> **WHAT YOU ARE ASKED TO DO**
The answer must be an exact copy of the lines from the one holding "Please mark all" through the final line of the entries, and nothing else.

(Saved data entries)
+-------+

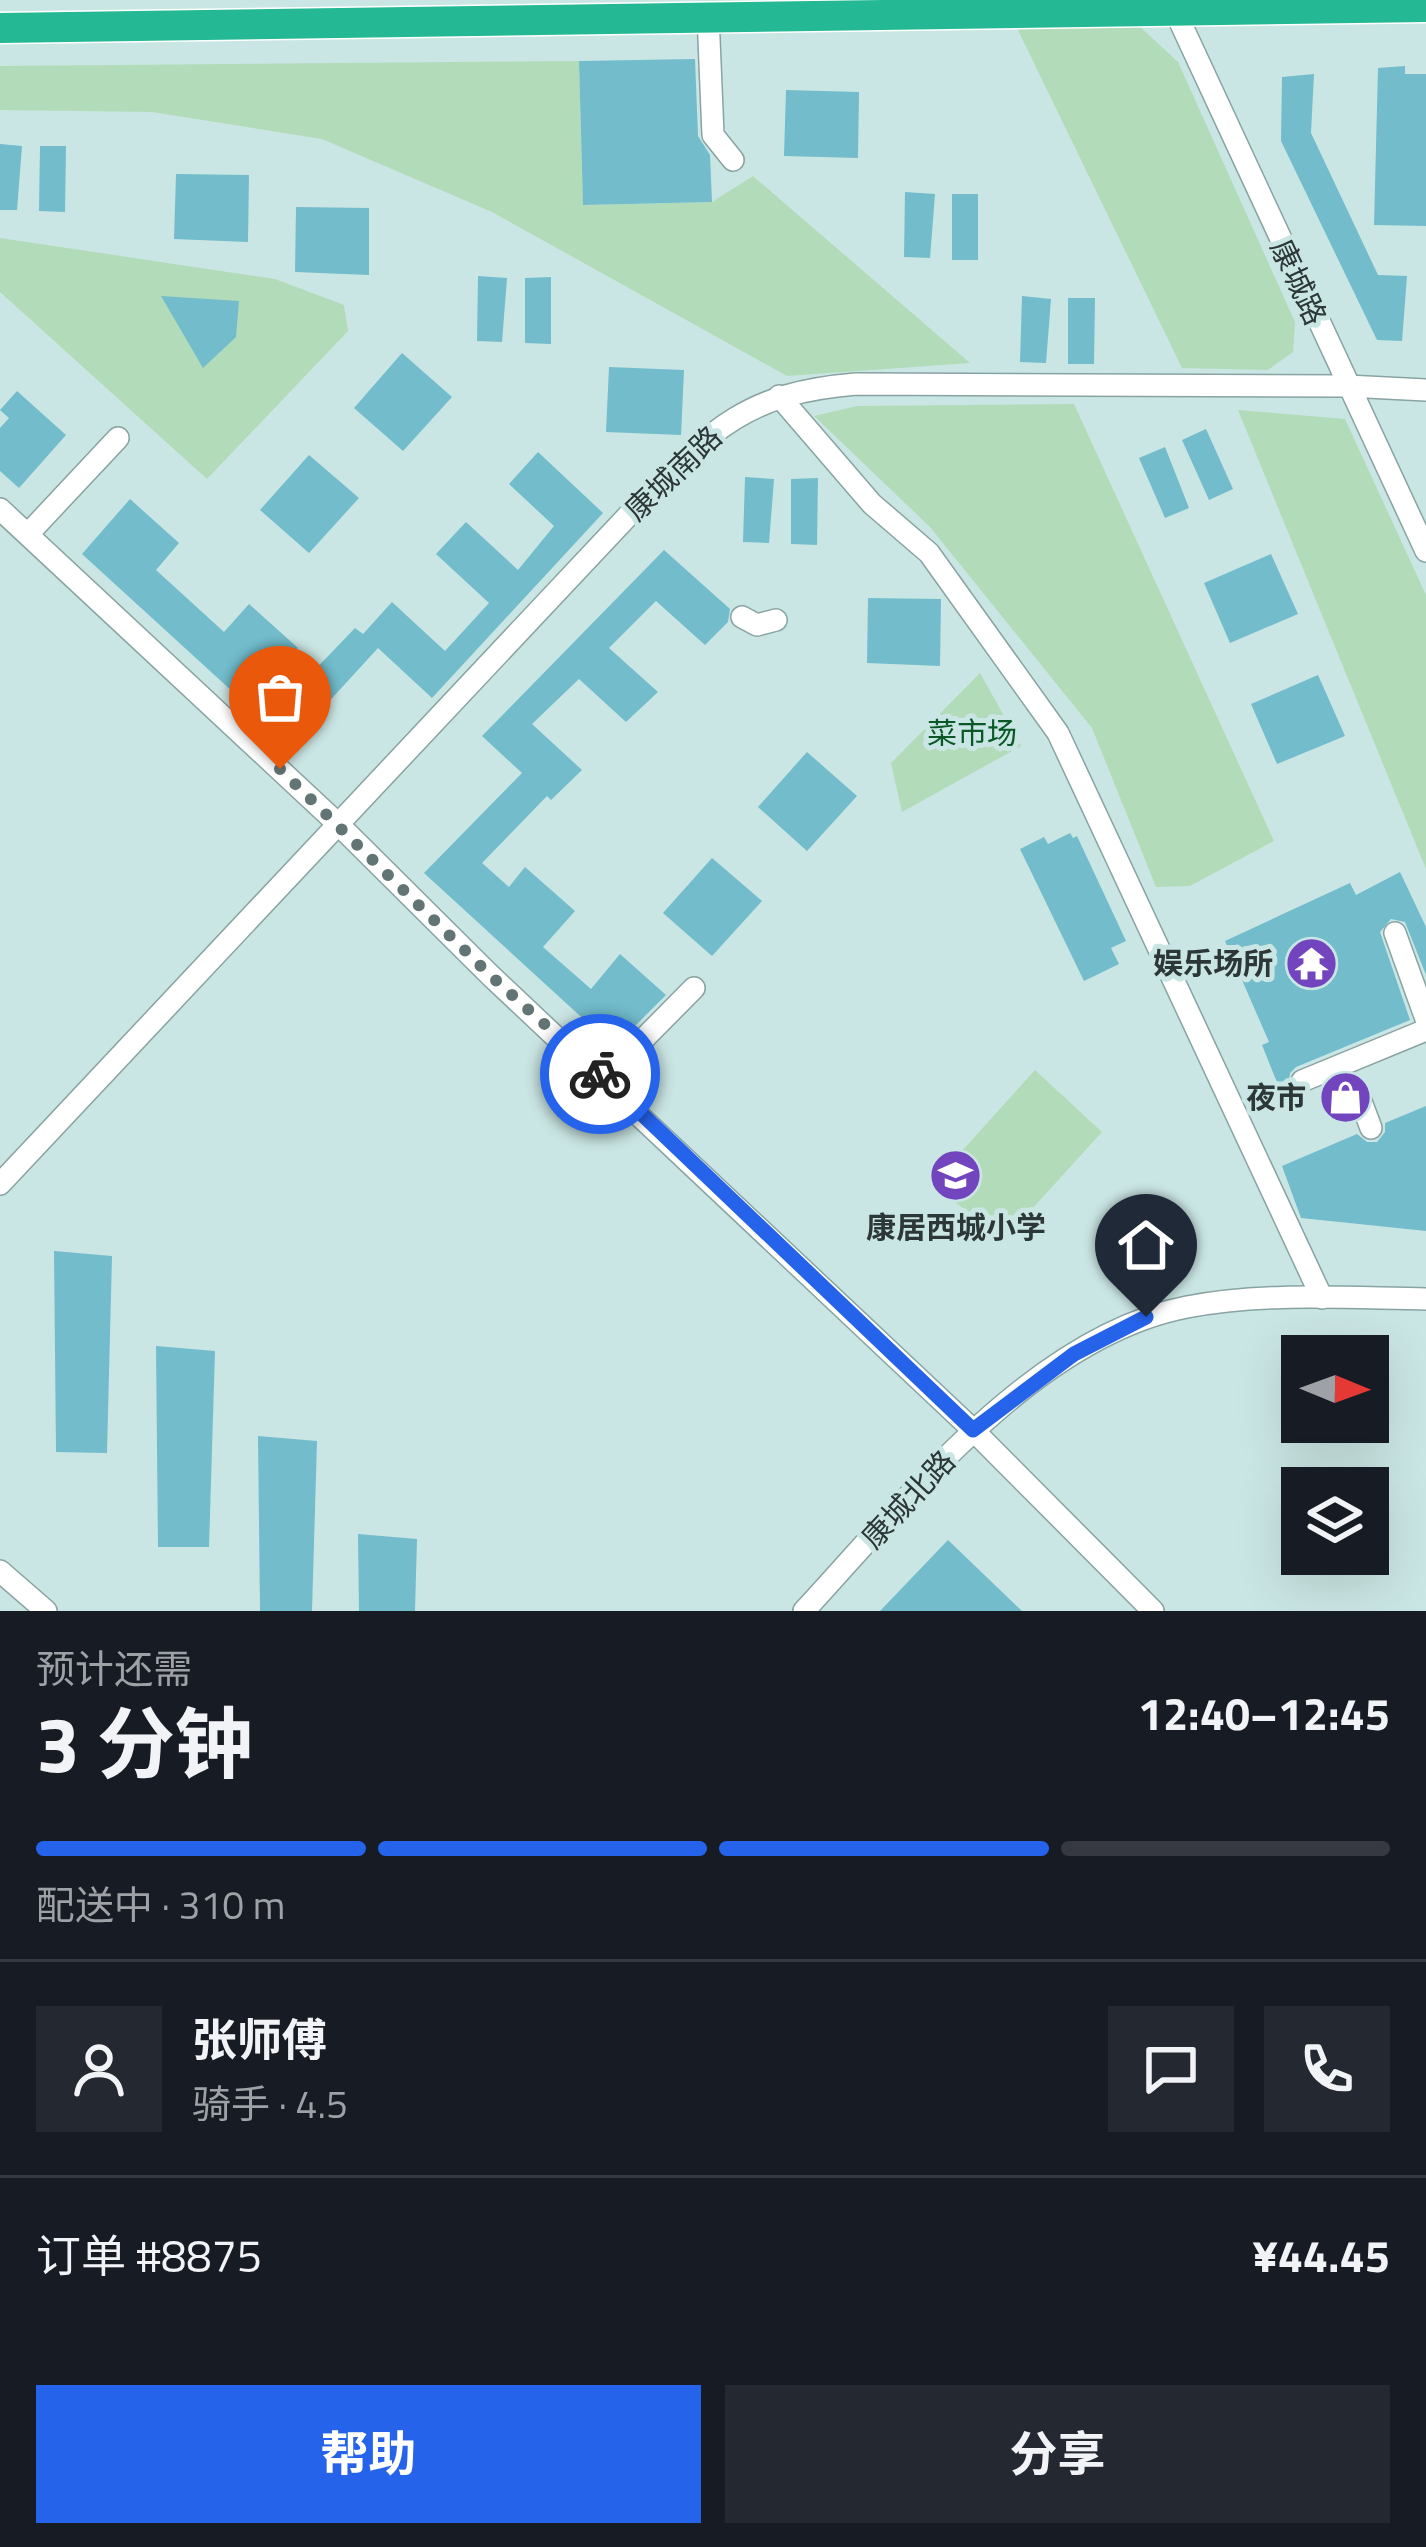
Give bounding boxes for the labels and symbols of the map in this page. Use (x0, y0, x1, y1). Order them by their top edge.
street label: 康城路 (1259, 231, 1339, 333)
street label: 康城南路 (614, 415, 732, 531)
pin (229, 646, 331, 769)
park label: 菜市场 (927, 710, 1017, 756)
temple icon: 娱乐场所 (1284, 935, 1340, 991)
place label: 娱乐场所 (1153, 940, 1273, 986)
courier (540, 1014, 660, 1134)
shop icon: 夜市 (1317, 1069, 1373, 1125)
place label: 夜市 (1246, 1074, 1306, 1120)
school or university icon: 康居西城小学 (928, 1147, 984, 1203)
pin (1095, 1194, 1197, 1317)
place label: 康居西城小学 (866, 1204, 1046, 1250)
north arrow (1281, 1335, 1389, 1443)
street label: 康城北路 (850, 1439, 966, 1559)

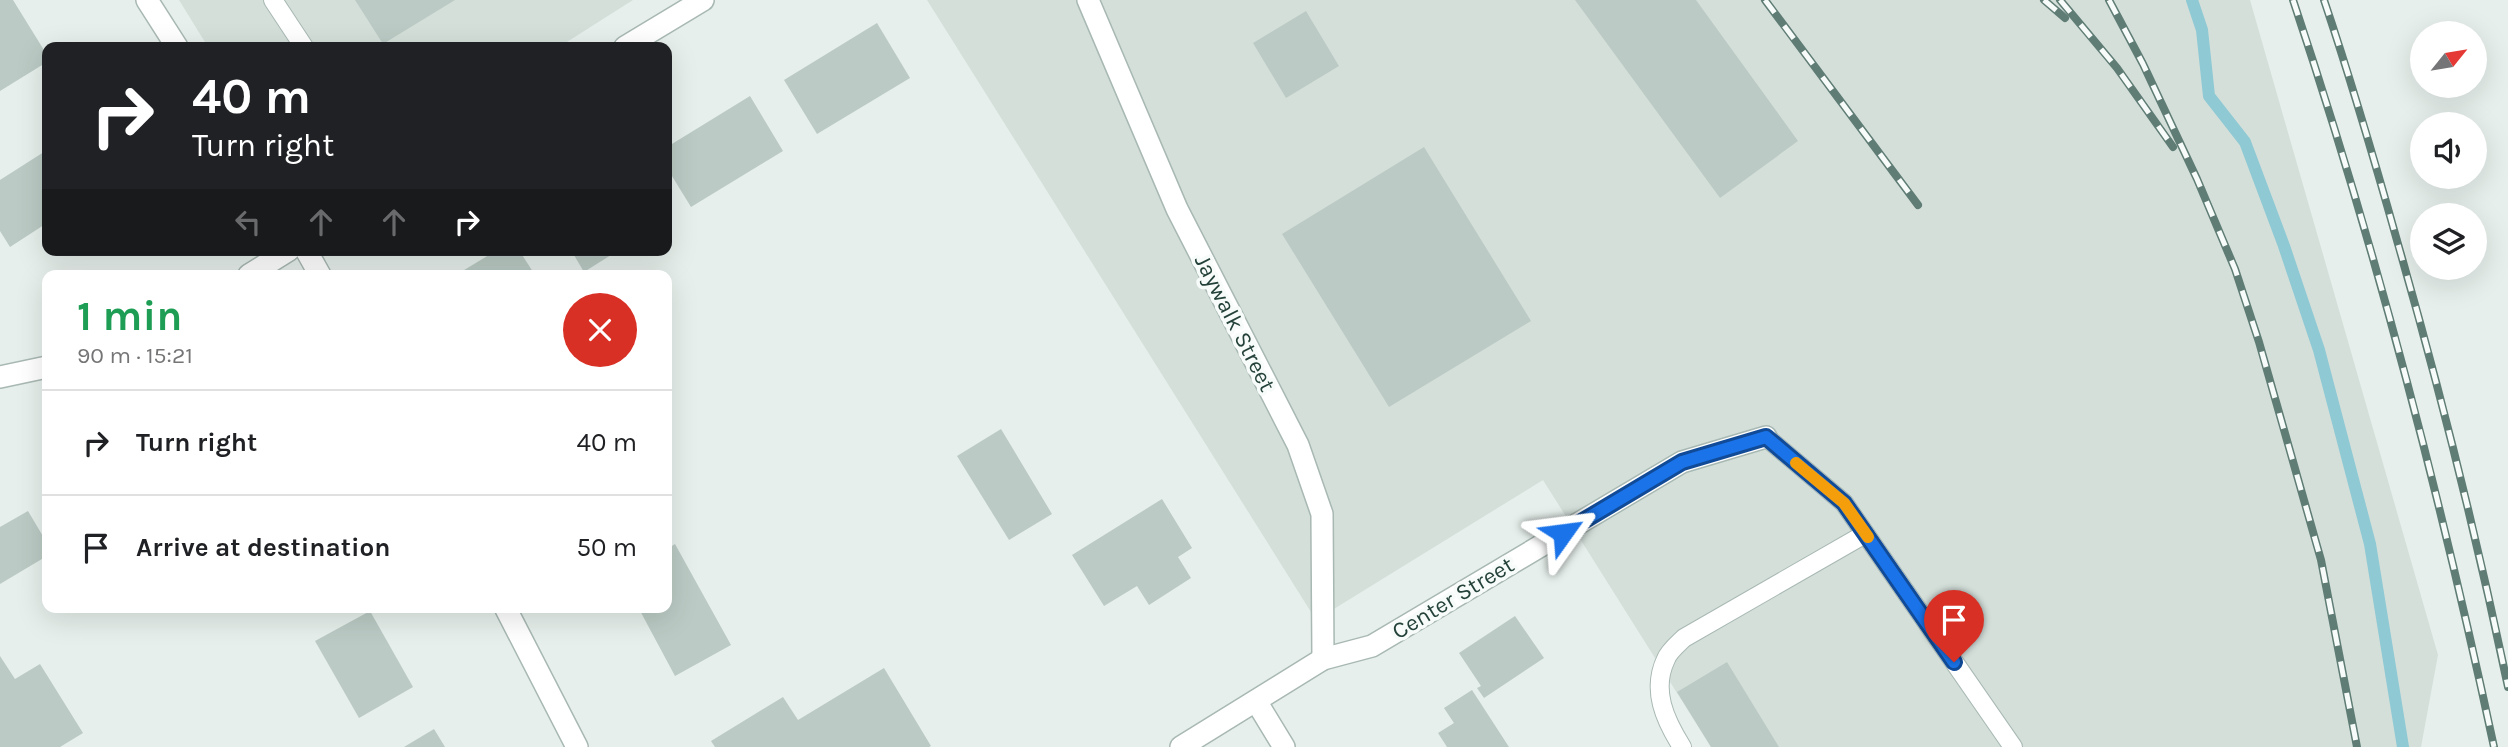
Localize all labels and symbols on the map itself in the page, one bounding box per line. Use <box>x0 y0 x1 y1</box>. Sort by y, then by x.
north arrow <box>2410 21 2487 98</box>
street label: Jaywalk Street <box>1189 250 1281 396</box>
position arrow <box>1526 496 1600 570</box>
street label: Center Street <box>1387 551 1519 645</box>
pin <box>1924 590 1984 662</box>

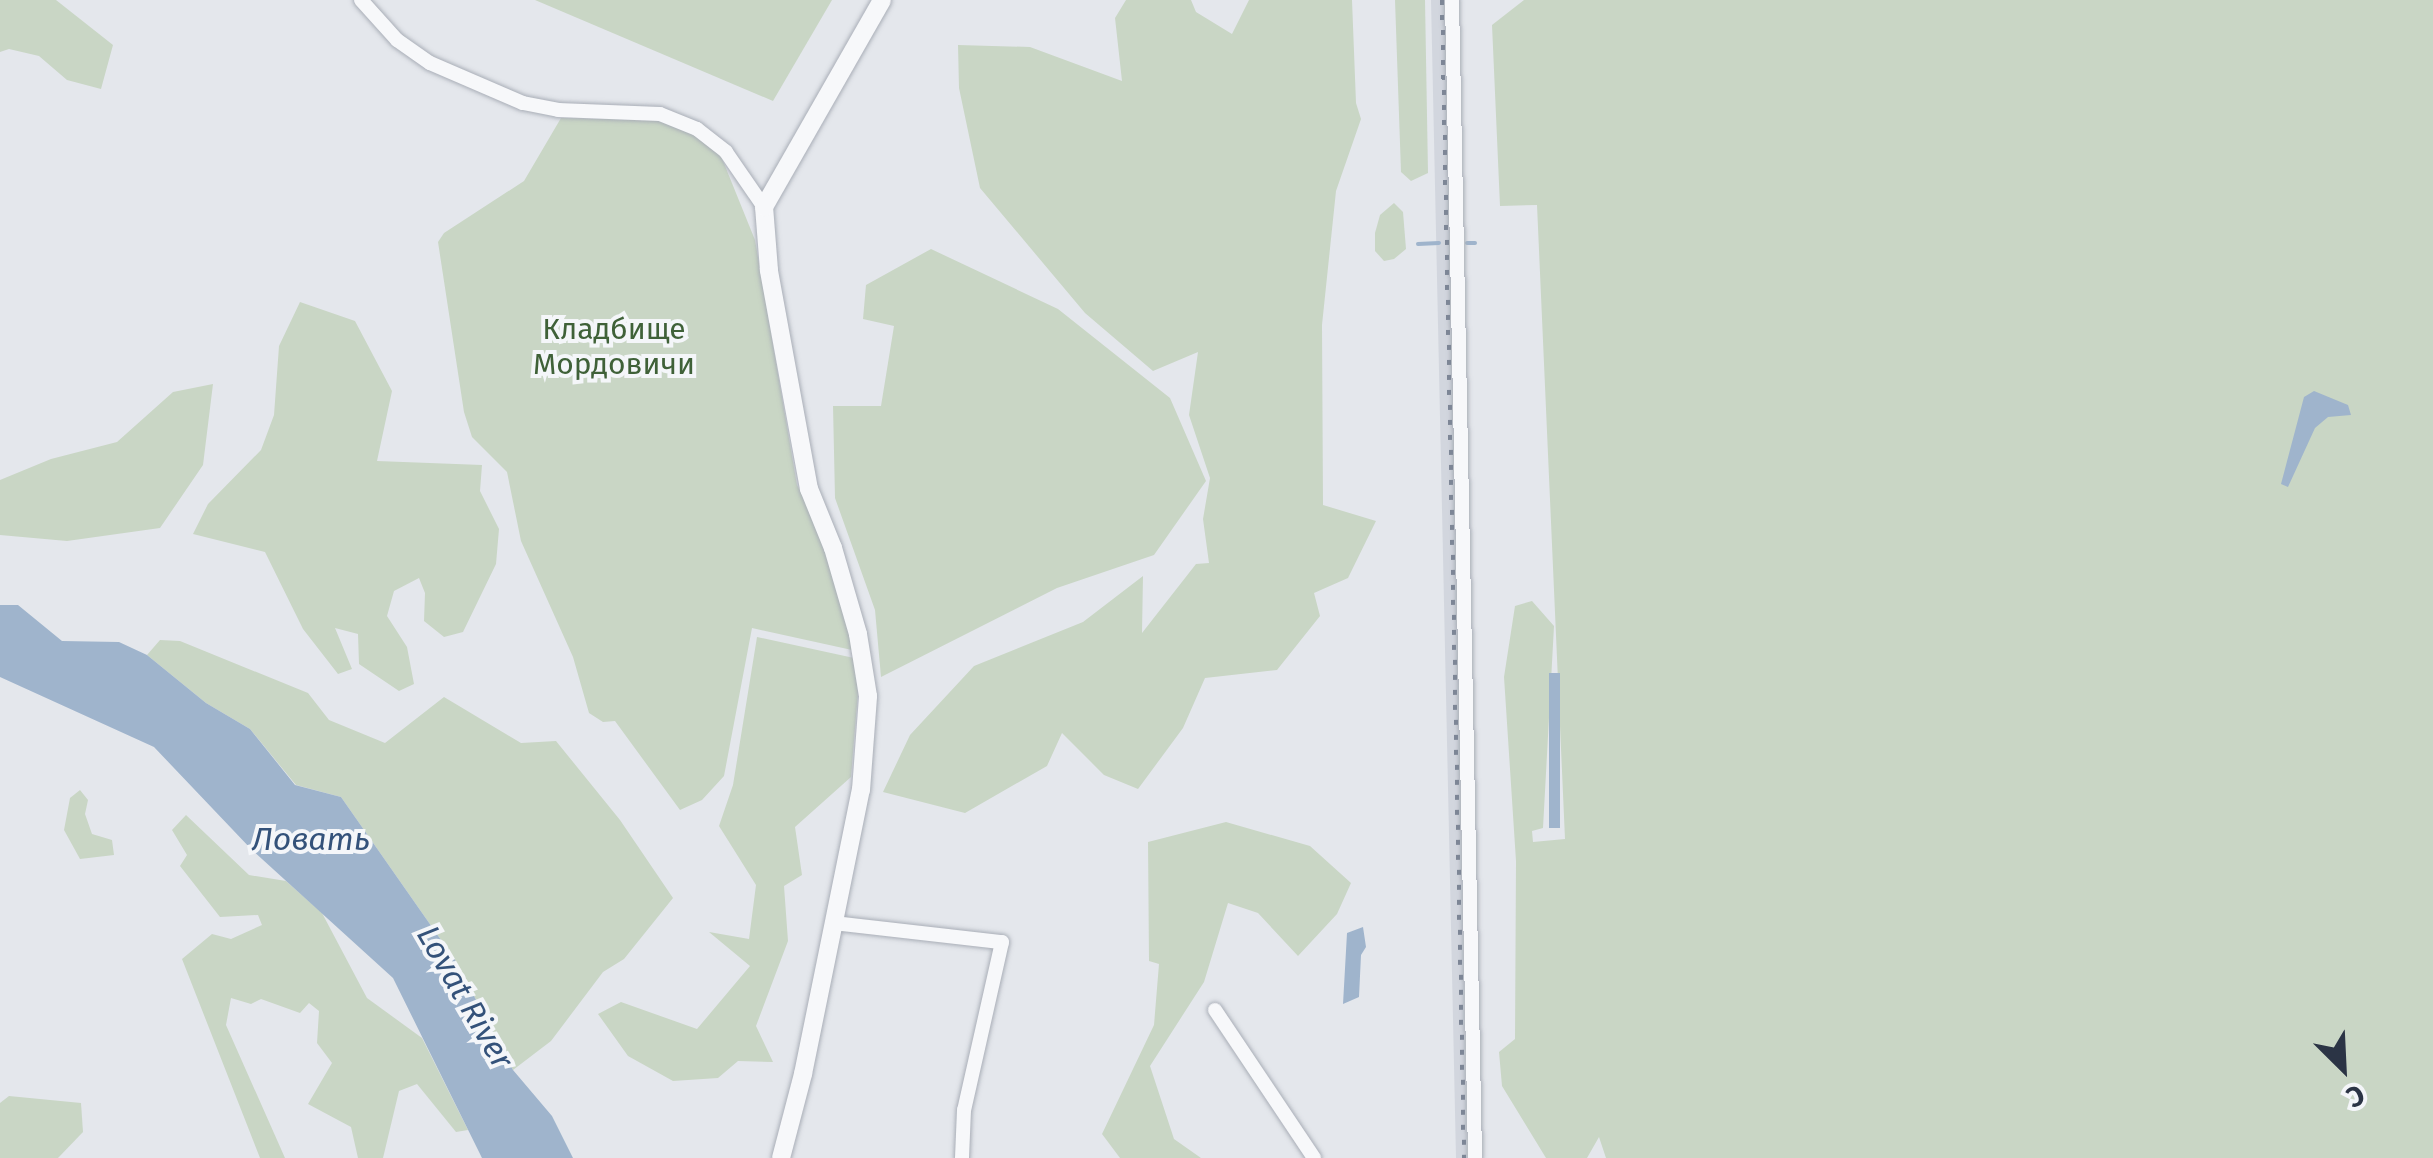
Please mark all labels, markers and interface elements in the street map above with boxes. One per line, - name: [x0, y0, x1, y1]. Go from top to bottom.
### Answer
- park label: Кладбище Мордовичи: [533, 311, 695, 382]
- water label: Ловать: [252, 820, 370, 858]
- water label: Lovat River: [409, 919, 521, 1075]
- north arrow: [2293, 1018, 2393, 1118]
- text: С: [2341, 1078, 2369, 1114]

+-------+

> **EXERCISE RESULT**
Please mark all labels, markers and interface elements in the street map above with boxes. One per line, - name: [x0, y0, x1, y1]. Go from top to bottom.
### Answer
- park label: Кладбище Мордовичи: [533, 311, 695, 382]
- water label: Ловать: [252, 820, 370, 858]
- water label: Lovat River: [409, 919, 521, 1075]
- north arrow: [2293, 1018, 2393, 1118]
- text: С: [2341, 1078, 2369, 1114]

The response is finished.